The Tourism Education and Skills Working Group met on September 12 to discuss the next steps in attempting to get an alternative qualification while looking at the difficulties associated with post-16 education.

In order to proactively shape future educational routes in the travel and tourism sector, the Group was established back in April 2023. This comes in the wake of the government’s decision to move forward with its larger education reform initiatives, which include the introduction of T-levels and the defunding of all level 3 travel and tourism programmes in England starting in September 2026.

Effective replacement training programs are necessary because there won’t be a T-level in travel and tourism, which will help ensure that younger people can reach the sector.

In order to best prepare students for further study or to start employment in the industry, the working group is looking at this. At its most recent meeting, the group agreed on a set of fundamental themes that would need to be covered by future level 3 travel and tourism credentials.
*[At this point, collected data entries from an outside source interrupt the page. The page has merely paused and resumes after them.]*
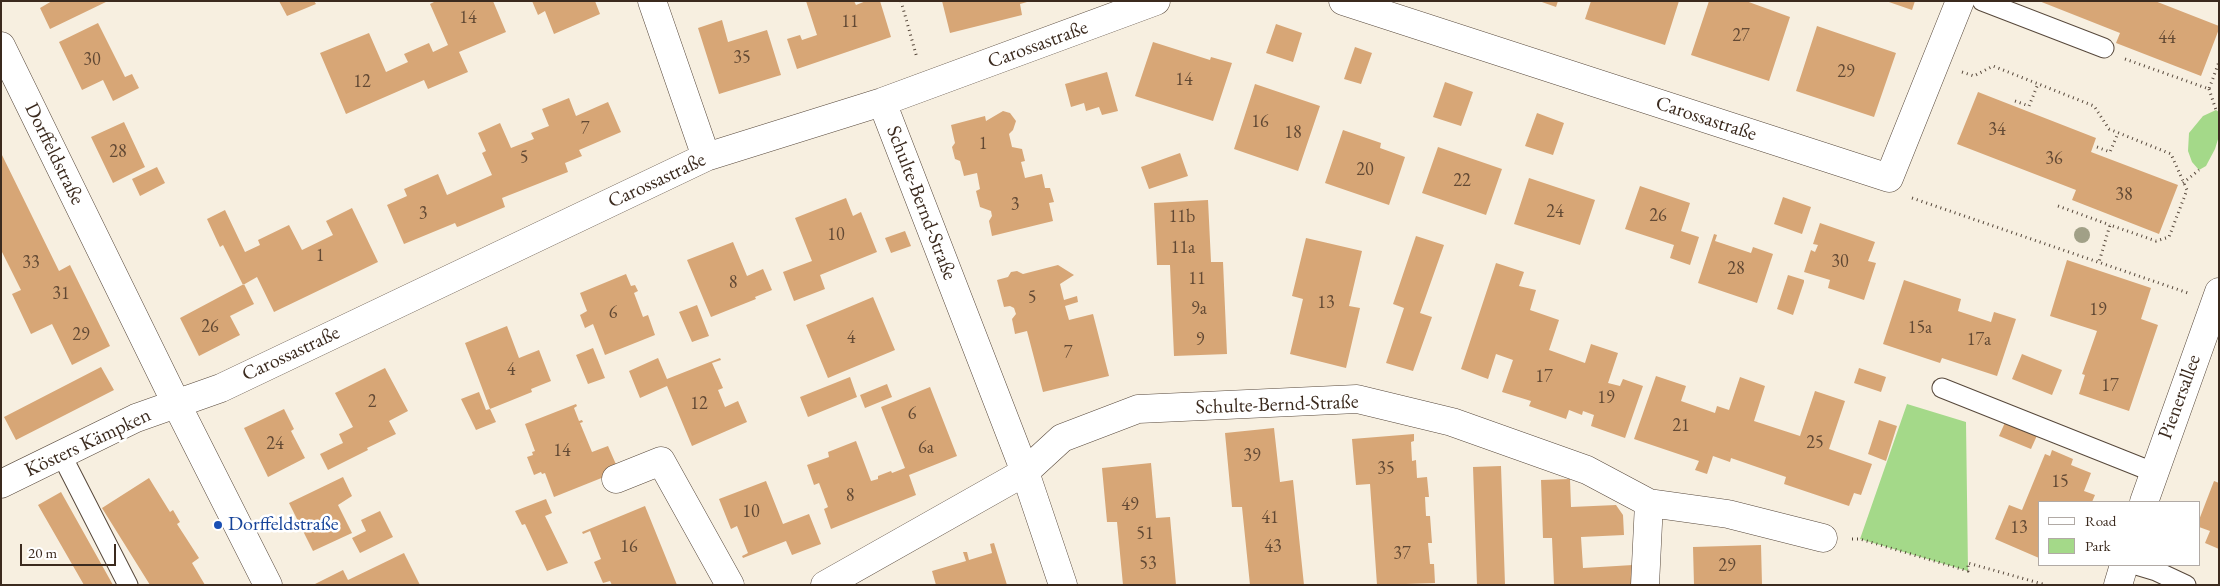 <!DOCTYPE html>
<meta charset="utf-8">
<style>
body{margin:0}
#map{position:relative;width:2220px;height:586px;overflow:hidden;background:#f7efe0;font-family:"EB Garamond",serif}
canvas{display:block}
.frame{position:absolute;inset:0;border:2px solid #3b2a1e;pointer-events:none}
.legend{position:absolute;left:2038px;top:501px;width:162px;height:65px;box-sizing:border-box;background:#fff;border:1px solid #b1aaa5;margin:0;padding:6px 9px;list-style:none;font-size:15px;color:#3b2a1e}
.legend li{display:flex;align-items:center;gap:10px;height:25px}
.legend b{width:25px;border:1px solid #b1aaa5}
.scale{position:absolute;left:20px;top:544px;width:96px;height:22px;box-sizing:border-box;border:2px solid #3b2a1e;border-top:0;padding-left:6px;font-size:15px;line-height:18px;white-space:nowrap;color:#3b2a1e;-webkit-text-stroke:4px #fff;paint-order:stroke}
</style>
<div id="map">
<canvas width="2220" height="586"></canvas>
<div class="frame"></div>
<ul class="legend">
<li><b style="height:6px;background:#fff"></b>Road</li>
<li><b style="height:14px;background:#a4d989"></b>Park</li>
</ul>
<div class="scale">20 m</div>
</div>
<script>
const context = document.querySelector('canvas').getContext('2d');
context.lineJoin = 'round';
function paint(path, color) { context.fillStyle = color; context.fill(path, 'evenodd'); }
const poly = rows => new Path2D(rows.map(r => 'M' + r).join(''));
function stroke(path, color, width, dash) { context.strokeStyle = color; context.lineWidth = width; context.lineCap = dash ? 'butt' : 'round'; context.setLineDash(dash || []); context.stroke(path); }
function label(font, color, halo, rows, align = 'center') {
  context.font = font + ' "EB Garamond",serif'; context.lineWidth = 5; context.setLineDash([]); context.textBaseline = 'middle'; context.strokeStyle = halo; context.fillStyle = color; for (const [text, x, y, turn = 0] of rows) {
    context.save(); context.translate(x, y); context.rotate((+turn || 0) * Math.PI / 180); context.textAlign = isNaN(turn) ? turn : align; if (halo) context.strokeText(text, 0, 0); context.fillText(text, 0, 0); context.restore();
  }
}
paint(poly([
 [2216,110,2219,112,2219,136,2215,149,2206,166,2199,170,2192,162,2188,151,2189,133,2203,116],
 [1907,404,1966,422,1968,571,1860,539]
]), '#a4d989');
paint(poly([
 [52,1,108,1,50,29,40,8],
 [279,1,314,1,316,4,287,16],
 [436,1,493,1,506,32,459,52,468,72,428,89,424,80,346,114,320,53,369,33,386,72,408,62,404,54,429,43,433,52,448,45,430,4],
 [532,1,595,1,600,14,554,34,545,11,538,15],
 [806,1,854,1,856,5,866,1,880,1,891,37,797,69,787,39,800,35,802,40,817,35],
 [942,1,1026,1,1027,2,1020,4,1022,15,950,33],
 [1539,1,1558,1,1556,7],
 [1591,1,1679,1,1665,45,1585,19],
 [1709,1,1746,1,1790,17,1769,81,1691,55],
 [1886,1,1915,1,1912,10],
 [2039,1,2155,1,2219,26,2219,29,2201,76,2116,43,2120,33],
 [722,20,728,42,767,30,781,75,719,94,698,28],
 [98,23,125,77,132,74,139,88,113,101,103,80,82,90,59,42],
 [1276,24,1302,33,1293,62,1266,53],
 [1817,26,1896,53,1874,117,1796,91],
 [1153,42,1210,60,1211,57,1232,63,1213,121,1135,96],
 [1355,47,1372,53,1361,84,1344,79],
 [1107,72,1118,111,1102,115,1099,107,1086,111,1084,103,1071,107,1065,84],
 [1445,82,1473,92,1461,126,1433,117],
 [1255,84,1320,106,1298,171,1234,149],
 [1978,92,2096,138,2091,152,2178,185,2159,234,2072,200,2076,190,1957,144],
 [569,98,576,116,608,102,621,132,579,150,582,156,565,163,568,172,502,198,505,207,460,226,457,227,455,223,404,244,387,205,407,196,404,189,438,174,447,195,492,175,482,153,486,151,478,133,500,123,511,148,534,139,531,133,549,126,542,109],
 [1003,111,1010,113,1016,121,1013,130,1009,134,1012,147,1022,149,1025,161,1021,162,1025,178,1042,174,1045,188,1050,188,1054,202,1049,203,1053,221,992,236,989,221,992,216,991,211,980,207,976,191,980,189,977,173,964,176,960,161,955,159,952,147,955,143,951,125,985,116,986,121],
 [1537,113,1564,123,1553,155,1525,146],
 [124,122,145,167,113,183,91,137],
 [1343,130,1381,143,1380,148,1405,157,1389,205,1325,183],
 [1438,147,1502,169,1486,215,1422,193],
 [1,153,59,271,70,265,110,346,72,365,52,324,31,334,12,294,21,290,1,250],
 [1180,153,1188,176,1149,189,1141,167],
 [157,167,165,183,140,196,132,179],
 [1529,178,1595,200,1580,245,1514,224],
 [1640,186,1690,203,1681,231,1699,237,1690,265,1670,258,1674,245,1625,229],
 [1783,197,1811,207,1802,234,1774,224],
 [846,198,853,216,861,212,877,252,820,275,825,289,794,301,783,272,812,261,795,218],
 [1208,200,1211,262,1223,262,1227,354,1174,356,1170,265,1157,265,1154,203],
 [352,208,378,262,274,312,257,277,243,285,223,245,220,247,207,219,225,210,245,252,260,245,258,240,289,225,302,250,333,235,326,221],
 [1820,223,1875,242,1868,261,1876,263,1864,300,1828,288,1830,280,1804,272,1811,250,1815,252,1818,245,1813,244],
 [905,231,911,246,891,253,885,238],
 [1714,234,1717,235,1715,241,1751,253,1753,247,1773,254,1757,303,1698,283],
 [1416,236,1444,245,1420,313,1432,317,1413,371,1386,363,1404,308,1393,304],
 [1306,238,1362,251,1349,306,1360,308,1346,368,1290,354,1303,299,1292,296],
 [733,242,747,276,763,269,772,290,755,297,756,299,711,317,687,260],
 [2067,260,2151,288,2141,319,2158,325,2129,411,2079,394,2085,375,2082,374,2097,331,2050,316],
 [1496,263,1524,272,1519,286,1536,290,1530,310,1559,320,1549,350,1585,363,1591,344,1618,353,1608,383,1620,386,1623,379,1643,386,1625,438,1591,426,1594,415,1583,411,1582,415,1569,410,1566,419,1529,406,1531,401,1502,392,1513,360,1496,354,1488,379,1461,369],
 [1058,265,1074,275,1060,284,1064,300,1077,296,1078,302,1065,306,1069,320,1093,314,1109,376,1043,392,1027,331,1015,334,1012,319,1016,314,1014,308,1010,306,1004,307,997,280,1008,277,1011,272,1017,271,1023,274],
 [626,274,631,286,635,285,638,291,634,293,643,317,648,315,655,335,605,355,593,324,585,328,580,315,587,311,580,293],
 [1788,275,1804,280,1804,282,1793,315,1777,309],
 [1904,280,1961,299,1958,311,1991,322,1994,312,2016,319,1997,376,1942,358,1940,363,1883,344],
 [244,284,254,304,230,316,240,335,199,356,180,318],
 [873,297,895,350,828,378,806,325],
 [697,305,709,336,692,342,679,312],
 [507,326,519,358,539,350,551,381,531,389,532,392,490,409,465,343],
 [593,348,605,378,588,384,576,355],
 [2022,354,2062,370,2052,395,2012,379],
 [658,358,667,379,720,358,721,360,712,363,723,388,718,390,725,407,738,401,747,422,692,446,667,386,640,398,629,371],
 [101,367,114,390,16,440,4,417],
 [385,368,408,411,389,421,396,434,367,448,368,450,328,470,320,454,343,443,339,434,353,427,335,393],
 [1859,368,1886,377,1881,392,1854,383],
 [1656,376,1686,386,1681,401,1715,413,1717,406,1729,410,1740,377,1765,386,1754,421,1800,436,1815,391,1845,401,1829,449,1872,464,1861,495,1854,493,1849,506,1784,484,1786,477,1731,458,1730,462,1713,456,1707,474,1695,470,1699,461,1634,439],
 [850,377,857,397,808,417,800,397],
 [887,384,892,397,865,408,860,395],
 [930,387,957,456,909,475,916,495,831,529,824,509,828,507,819,483,814,485,807,465,829,457,828,452,856,441,871,481,878,479,878,476,891,471,892,473,905,468,881,407],
 [479,392,486,410,490,409,496,422,476,430,461,399],
 [576,404,577,406,574,408,579,421,582,420,583,422,580,423,592,452,608,446,618,469,629,467,554,497,545,473,542,474,541,472,534,475,527,457,533,455,532,452,535,451,525,424],
 [284,409,294,429,291,431,305,458,268,477,244,428],
 [2007,418,2039,431,2031,449,1999,436],
 [1879,420,1897,426,1886,461,1868,454],
 [1274,428,1280,482,1293,480,1304,585,1250,585,1242,507,1232,507,1225,433],
 [1414,434,1414,441,1411,442,1412,461,1416,460,1417,478,1427,477,1429,497,1425,497,1426,516,1430,516,1432,543,1428,543,1430,564,1434,564,1435,583,1377,585,1370,484,1356,485,1352,439],
 [2052,450,2073,459,2071,465,2091,473,2084,491,2095,495,2092,502,2039,502,2039,558,1995,539,2009,505,2022,510,2045,454,2050,456],
 [1151,463,1156,518,1170,517,1176,585,1123,585,1117,522,1107,522,1102,468],
 [1501,466,1505,585,1477,585,1473,467],
 [343,477,352,496,338,505,352,533,313,551,289,503],
 [149,478,170,512,173,510,180,522,177,524,199,558,192,563,205,585,150,585,102,508],
 [1570,479,1571,507,1616,505,1623,515,1624,535,1581,537,1583,568,1633,565,1632,585,1554,585,1552,538,1543,538,1541,480],
 [766,481,783,524,809,514,821,544,792,555,786,541,743,558,742,556,748,553,737,526,731,529,719,499],
 [2214,481,2219,483,2219,549,2205,543,2210,531,2199,527,2199,520],
 [61,492,113,585,84,585,38,505],
 [546,499,552,513,545,516,568,563,547,571,525,524,522,525,515,511],
 [645,506,677,585,612,585,610,581,603,583,594,562,601,559,590,531,583,534,582,532],
 [380,511,393,537,360,553,352,538,366,531,361,520],
 [994,543,1007,585,936,585,932,571,966,561,963,552,967,552,969,560,992,553,990,544],
 [1761,545,1762,585,1694,585,1693,547],
 [404,553,420,585,313,585,343,570,348,580]
]), '#d7a676');
const lane = poly([
 [1982,1,2104,48],
 [1942,388,2153,472],
 [61,454,128,585],
 [2136,565,2156,571,2186,585]
]);
const street = poly([
 [652,1,706,157],
 [1343,1,1889,178,1960,1],
 [1,46,176,403,268,585],
 [882,102,1025,472,1063,585],
 [616,479,661,461,730,585],
 [1,484,136,418,221,388,706,157,882,102,1156,1],
 [825,585,1025,472,1062,438,1138,409,1357,399,1452,422,1587,470,1649,503,1728,514,1823,538],
 [1645,585,1649,503]
]);
const secondary = poly([
 [2144,502,2219,292],
 [2118,585,2124,565]
]);
stroke(lane, '#57483b', 21);
stroke(street, '#57483b', 29);
stroke(secondary, '#57483b', 29);
stroke(poly([
 [901,1,917,58],
 [2125,59,2209,89,2219,62],
 [1962,72,1974,76,1993,66,2094,106,2109,129,2171,154,2187,190,2169,237,2156,241,2110,225,2099,262],
 [2209,89,2216,110],
 [2015,101,2029,106,2038,84],
 [2097,147,2110,152,2118,133],
 [2183,183,2199,170],
 [1912,198,2188,293],
 [2058,206,2110,225],
 [1852,539,1860,539,1968,571,1968,563,2046,585]
]), '#57483b', 3, [1, 4]);
stroke(lane, '#fff', 19);
stroke(street, '#fff', 28);
stroke(secondary, '#fff', 28);
context.fillStyle = '#a1a087';
for (const [x, y] of [
 [2082,235]
]) { context.beginPath(); context.arc(x, y, 8, 0, 2 * Math.PI); context.fill(); }
for (const [x, y, r, color] of [
 [218,525,5,"#1a4fb4"]
]) { const dot = new Path2D(); dot.arc(x, y, r, 0, 2 * Math.PI); context.fillStyle = color; context.fill(dot); stroke(dot, '#fff', 2); }
label('18px', '#624934', null, [
 ["14",468,18],
 ["11",850,22],
 ["27",1741,36],
 ["44",2167,38],
 ["35",742,58],
 ["30",92,60],
 ["29",1846,72],
 ["14",1184,80],
 ["12",362,82],
 ["16",1260,122],
 ["7",585,129],
 ["34",1997,130],
 ["18",1293,133],
 ["1",983,144],
 ["28",118,152],
 ["5",524,158],
 ["36",2054,159],
 ["20",1365,170],
 ["22",1462,181],
 ["38",2124,195],
 ["3",1015,205],
 ["24",1555,212],
 ["3",423,214],
 ["26",1658,216],
 ["11b",1182,217],
 ["10",836,235],
 ["11a",1183,248],
 ["1",320,256],
 ["30",1840,262],
 ["33",31,263],
 ["28",1736,269],
 ["11",1197,279],
 ["8",733,283],
 ["31",61,294],
 ["5",1032,298],
 ["13",1326,303],
 ["9a",1199,309],
 ["19",2098,310],
 ["6",613,313],
 ["26",210,327],
 ["15a",1920,328],
 ["29",81,335],
 ["4",851,338],
 ["9",1200,340],
 ["17a",1979,340],
 ["7",1068,353],
 ["4",511,370],
 ["17",1544,377],
 ["17",2110,386],
 ["19",1606,398],
 ["2",372,402],
 ["12",699,404],
 ["6",912,414],
 ["21",1681,426],
 ["25",1815,443],
 ["24",275,444],
 ["6a",926,448],
 ["14",562,451],
 ["39",1252,456],
 ["35",1386,469],
 ["15",2060,482],
 ["8",850,496],
 ["49",1130,505],
 ["10",751,512],
 ["41",1270,518],
 ["13",2019,528],
 ["51",1145,534],
 ["16",629,547],
 ["43",1273,547],
 ["37",1402,554],
 ["53",1148,564],
 ["29",1727,566]
]);
label('20px', '#3b2a1e', '#fff', [
 ["Carossastraße",1038,45,-20],
 ["Carossastraße",1706,119,18],
 ["Dorffeldstraße",54,154,64],
 ["Carossastraße",657,181,-25],
 ["Schulte-Bernd-Straße",921,203,69],
 ["Carossastraße",291,354,-25],
 ["Pienersallee",2180,397,-70],
 ["Schulte-Bernd-Straße",1277,405,-2],
 ["Kösters Kämpken",88,443,-25]
]);
label('20px', '#164399', '#fff', [
 ["Dorffeldstraße",228,525]
], 'left');
</script>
Before the year is over, a series of industry workshops will be held to gather opinions and suggestions on the themes. After that, recommendations will be given to educational institutions that are creating courses to replace those that will finish in September 2026.

As a crucial step in getting permission for new courses, participants in the workshops will also be requested to participate in activities to show the industry demand that exists for the courses. As early next year’s course curriculums are put together by educational providers, there will also be opportunities for the industry to interact directly with them.

The head of education and career development for ABTA, Vicki Wolf, stated: “This is a real opportunity for the travel and tourism industry to shape the future of level three skills training for the sector. It is fantastic to see such enthusiasm and a collaborative approach from across the travel, tourism, and hospitality industries.”

The Tourism Education and Skills Working Group held a very successful meeting last week with informed and illuminating input from a wide range of industry experts, according to Claire Steiner, director of the Institute of Travel and Tourism. We will all be reaching out to our individual memberships in the coming weeks to solicit their input for a series of workshops, and I encourage everyone in the sector to participate as your opinions and experience will be crucial in helping to develop new educational programs.

As we prepare to negotiate the changes to level 3 Travel and Tourism credentials, John Garside from Sutton Coldfield College, a division of BMet, said: “I continue to be excited and inspired by the partnership with all members of the Tourism Education and Skills Working Group. The hope is that we can continue to offer industry-recognized credentials that open doors to higher education and benefit our prospective students.

Businesses interested in participating in the workshops should get in touch with their trade association, such as ABTA, the BTA, UKHospitality, or UKinbound, or through one of the other groups affiliated with the Travel and Skills Working Group, such as ANTOR and the ITT. More information will be made available as soon as possible.